Problem requirements >> Your answer should be the records again, unchanged in wording and free of images.

Information supplied >>
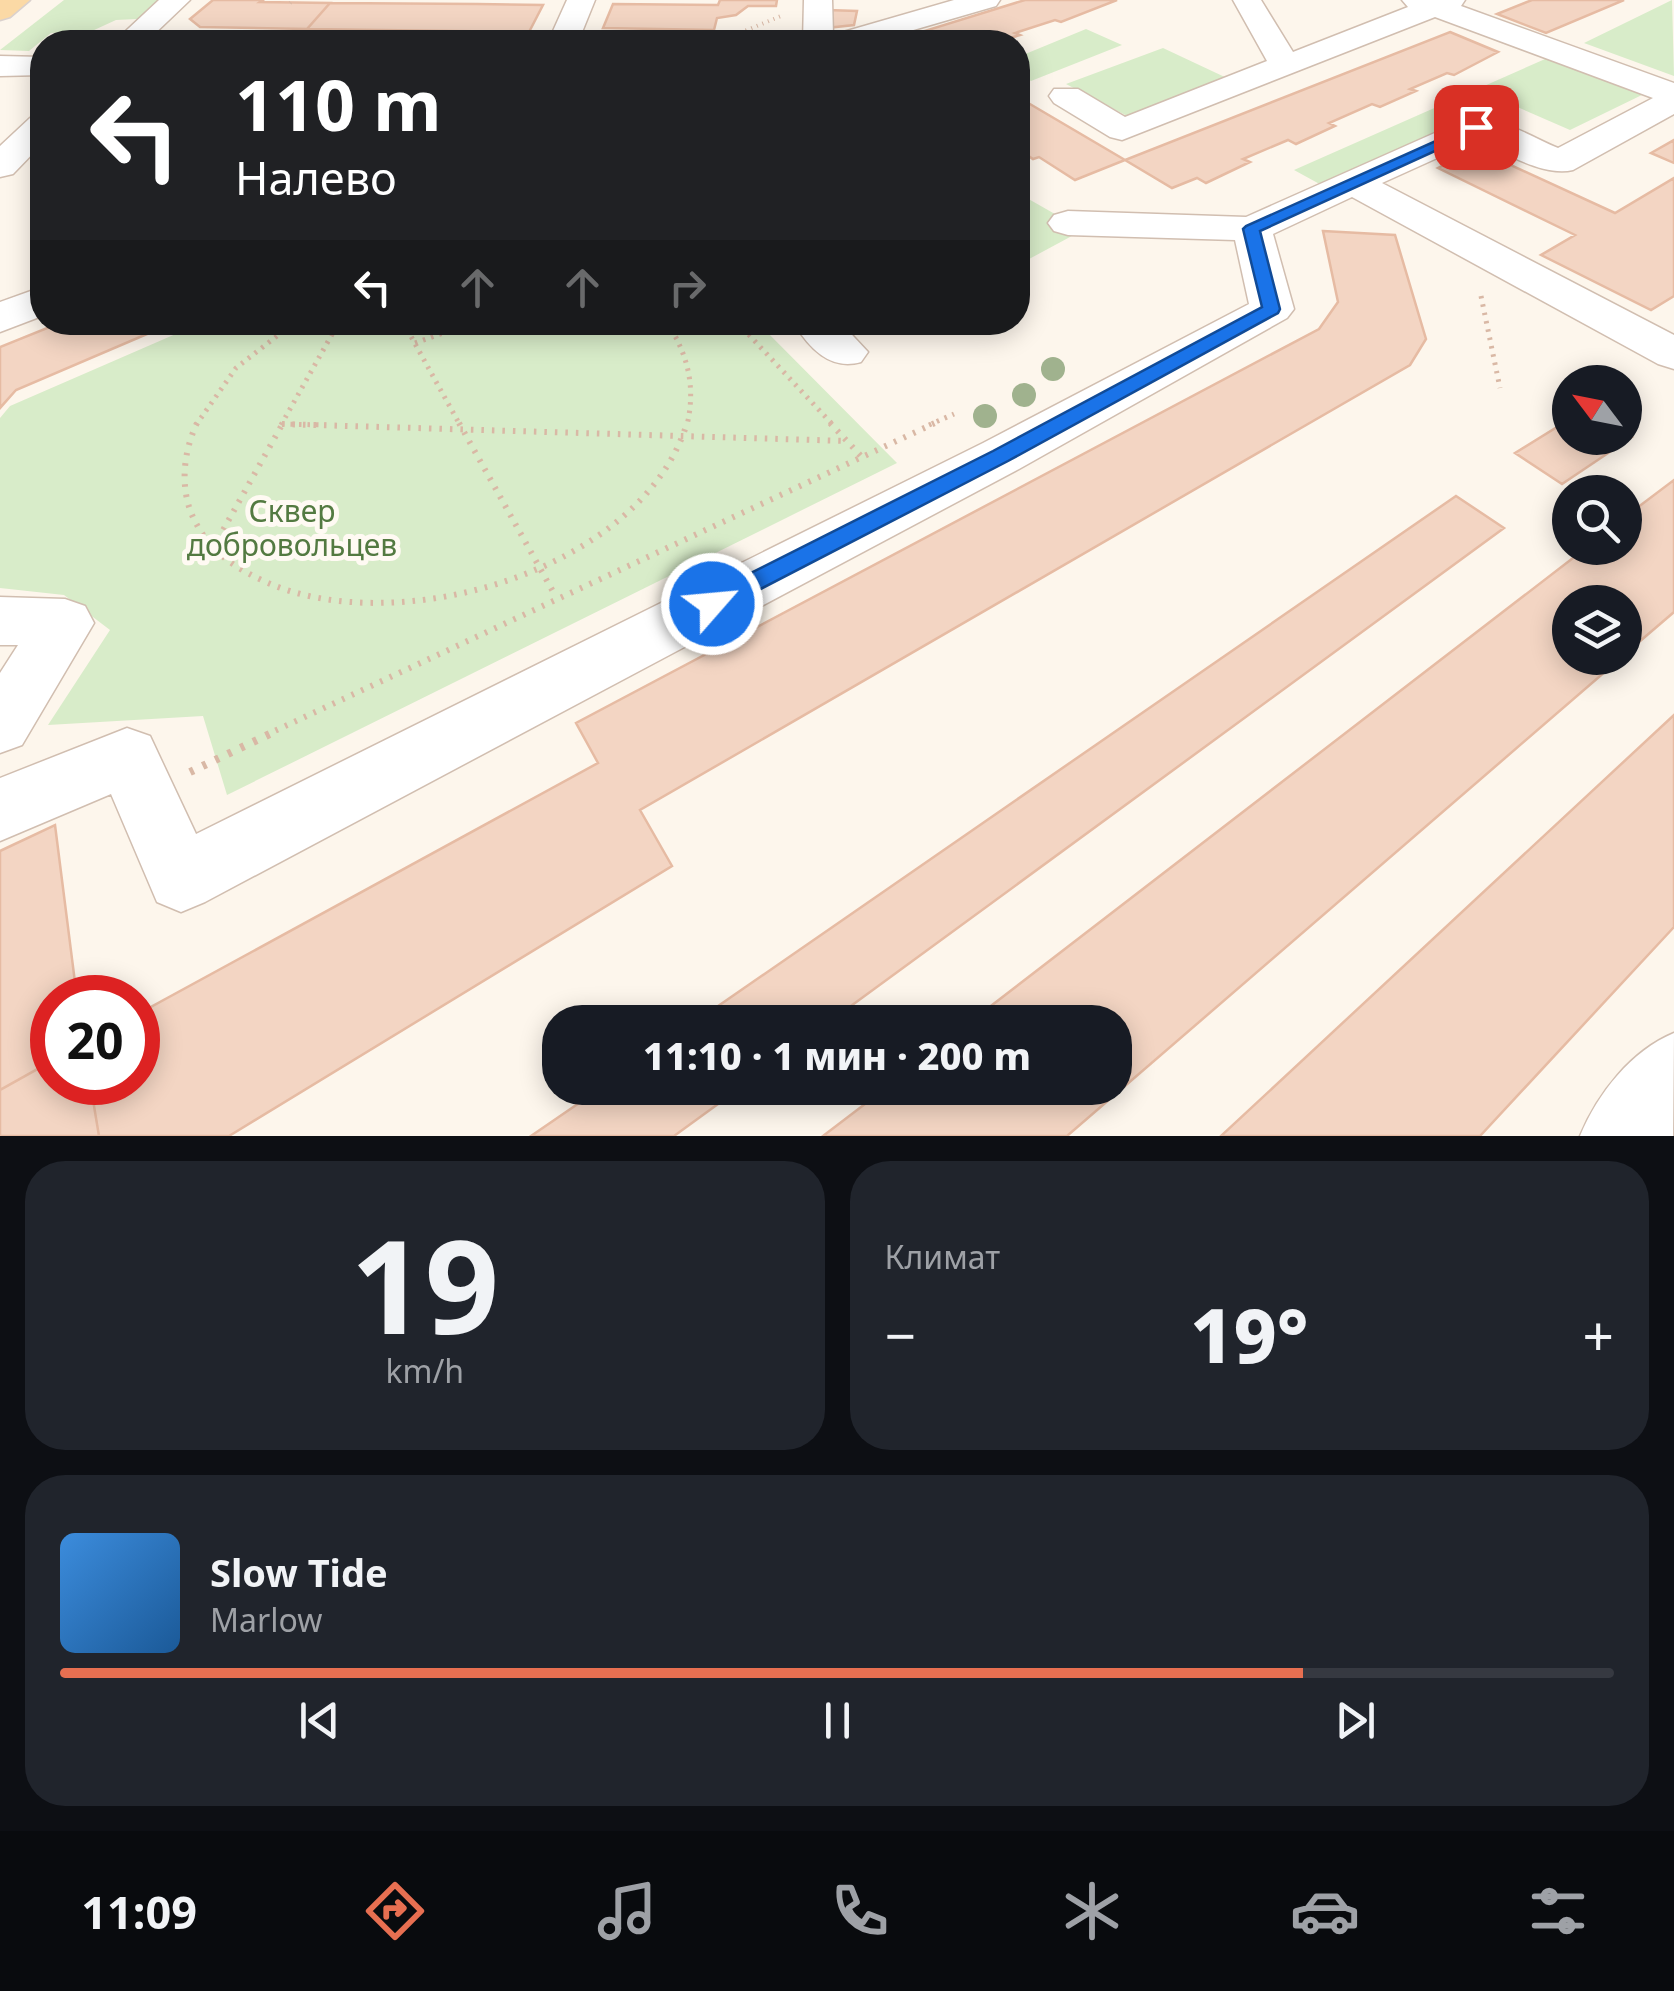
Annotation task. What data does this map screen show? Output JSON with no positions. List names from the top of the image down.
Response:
{
  "parks": ["Сквер добровольцев"],
  "north": "top left",
  "page": {
    "turn": ["110 m", "Налево"],
    "limit": "20",
    "trip": "11:10 · 1 мин · 200 m",
    "tile": [
      ["19", "km/h"],
      "Климат"
    ],
    "heat": ["−", "19°", "+"],
    "song": ["Slow Tide", "Marlow"],
    "tabs": "11:09"
  }
}
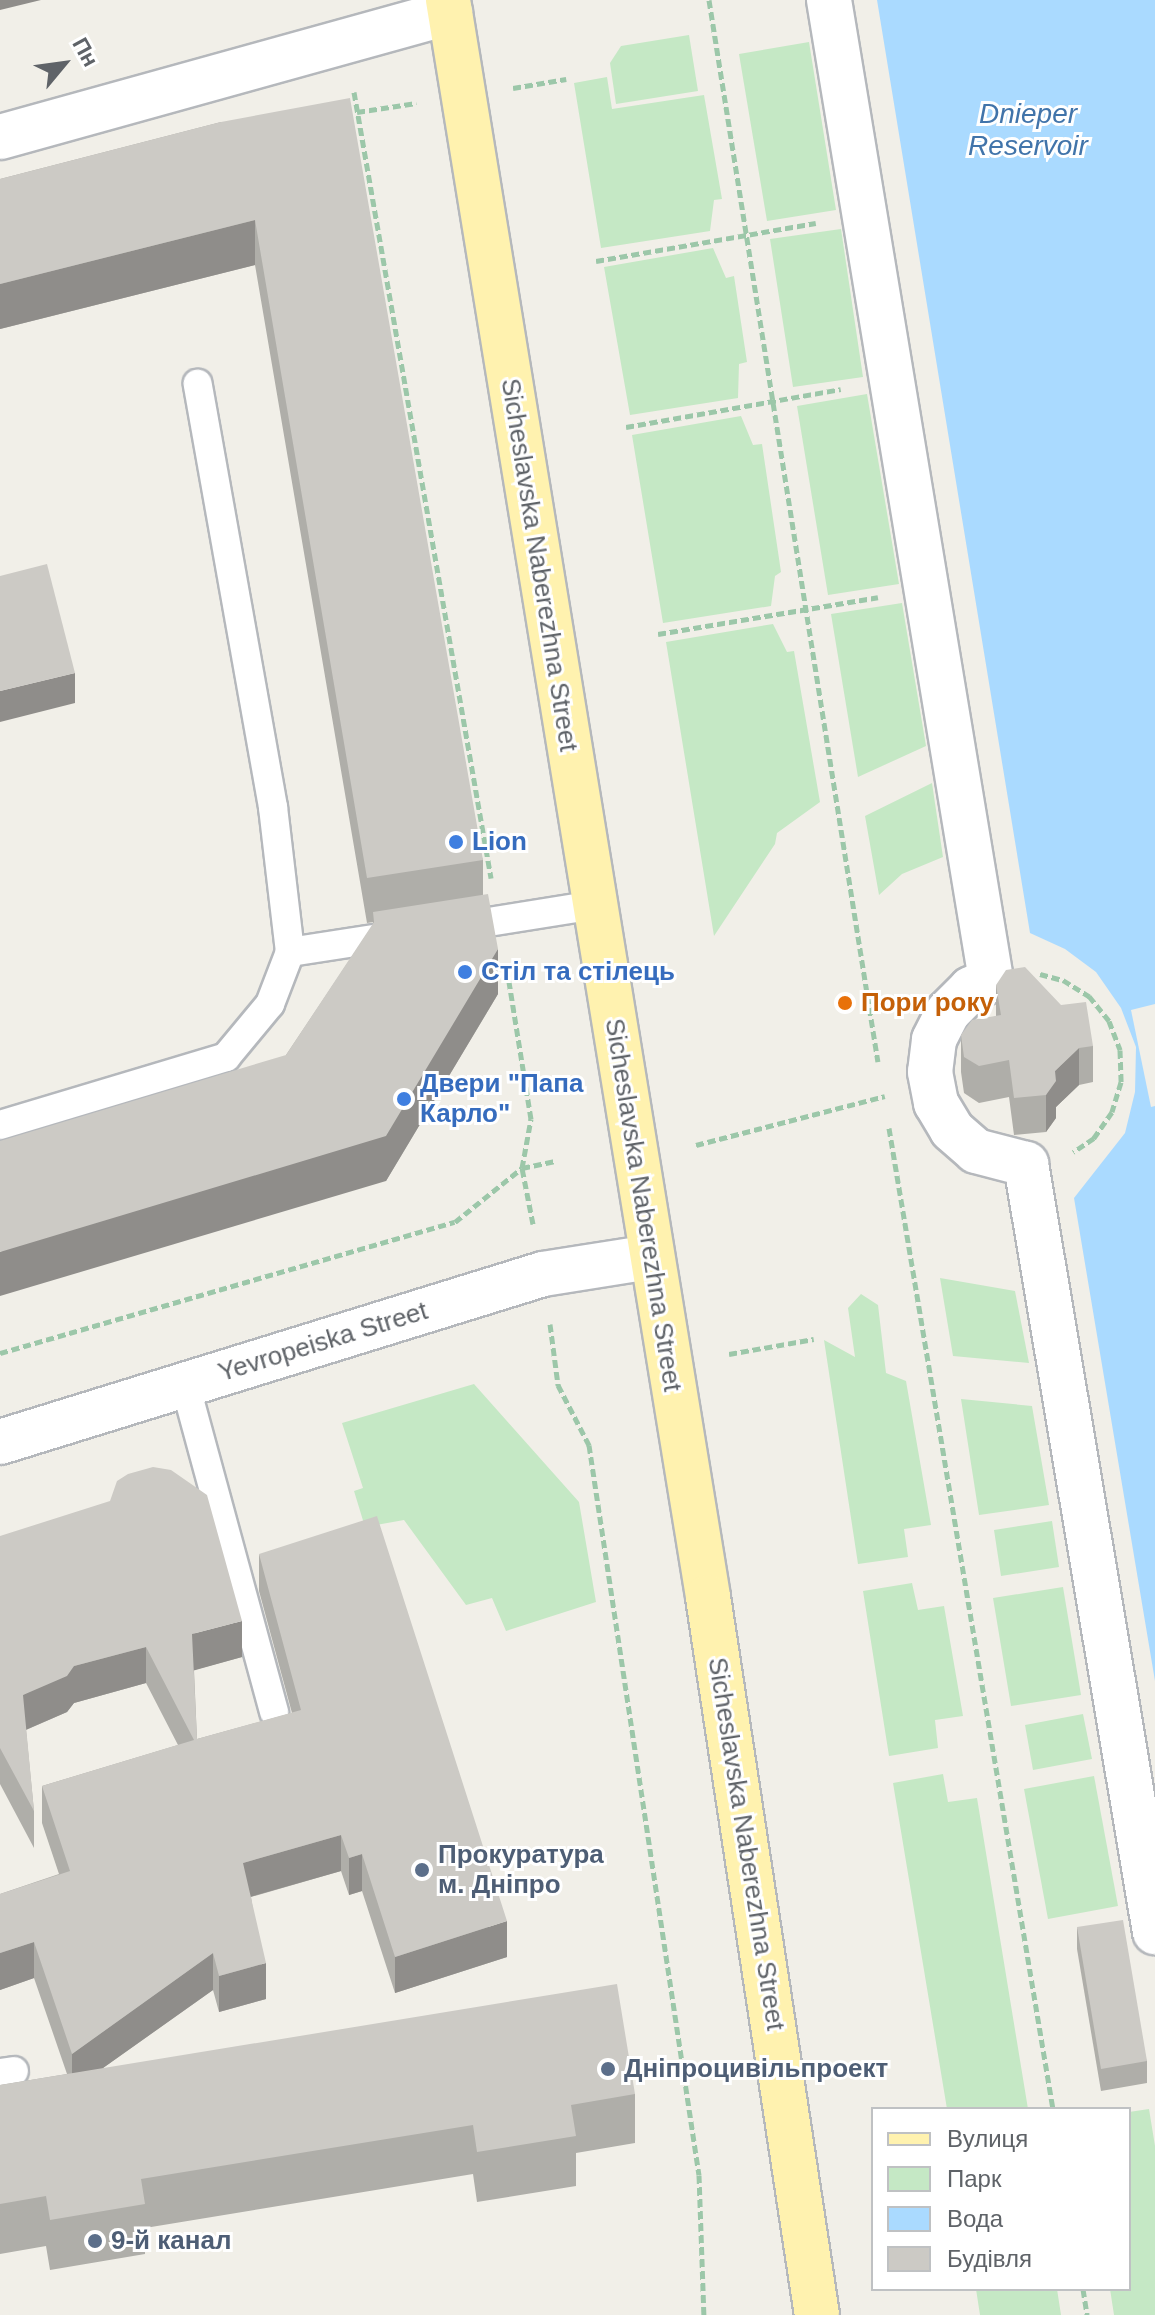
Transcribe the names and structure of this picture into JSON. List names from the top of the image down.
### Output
{
  "streets": {
    "main road": ["Sicheslavska Naberezhna Street"],
    "street": ["Yevropeiska Street"]
  },
  "crossings": [
    ["Sicheslavska Naberezhna Street", "Yevropeiska Street"]
  ],
  "water": ["Dnieper Reservoir"],
  "places": [
    "Lion",
    "Стіл та стілець",
    "Пори року",
    "Двери \"Папа Карло\"",
    "Прокуратура м. Дніпро",
    "Дніпроцивільпроект",
    "9-й канал"
  ],
  "legend": [
    "Вулиця",
    "Парк",
    "Вода",
    "Будівля"
  ],
  "north": "top right"
}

Answer below >>
Annotation task. What data does this map screen show? Output JSON with no positions. List names from the top of the image down.
Response:
{
  "parks": ["Сквер добровольцев"],
  "north": "top left",
  "page": {
    "turn": ["110 m", "Налево"],
    "limit": "20",
    "trip": "11:10 · 1 мин · 200 m",
    "tile": [
      ["19", "km/h"],
      "Климат"
    ],
    "heat": ["−", "19°", "+"],
    "song": ["Slow Tide", "Marlow"],
    "tabs": "11:09"
  }
}
Transcribe the names and structure of this picture into JSON. List names from the top of the image down.
### Output
{
  "streets": {
    "main road": ["Sicheslavska Naberezhna Street"],
    "street": ["Yevropeiska Street"]
  },
  "crossings": [
    ["Sicheslavska Naberezhna Street", "Yevropeiska Street"]
  ],
  "water": ["Dnieper Reservoir"],
  "places": [
    "Lion",
    "Стіл та стілець",
    "Пори року",
    "Двери \"Папа Карло\"",
    "Прокуратура м. Дніпро",
    "Дніпроцивільпроект",
    "9-й канал"
  ],
  "legend": [
    "Вулиця",
    "Парк",
    "Вода",
    "Будівля"
  ],
  "north": "top right"
}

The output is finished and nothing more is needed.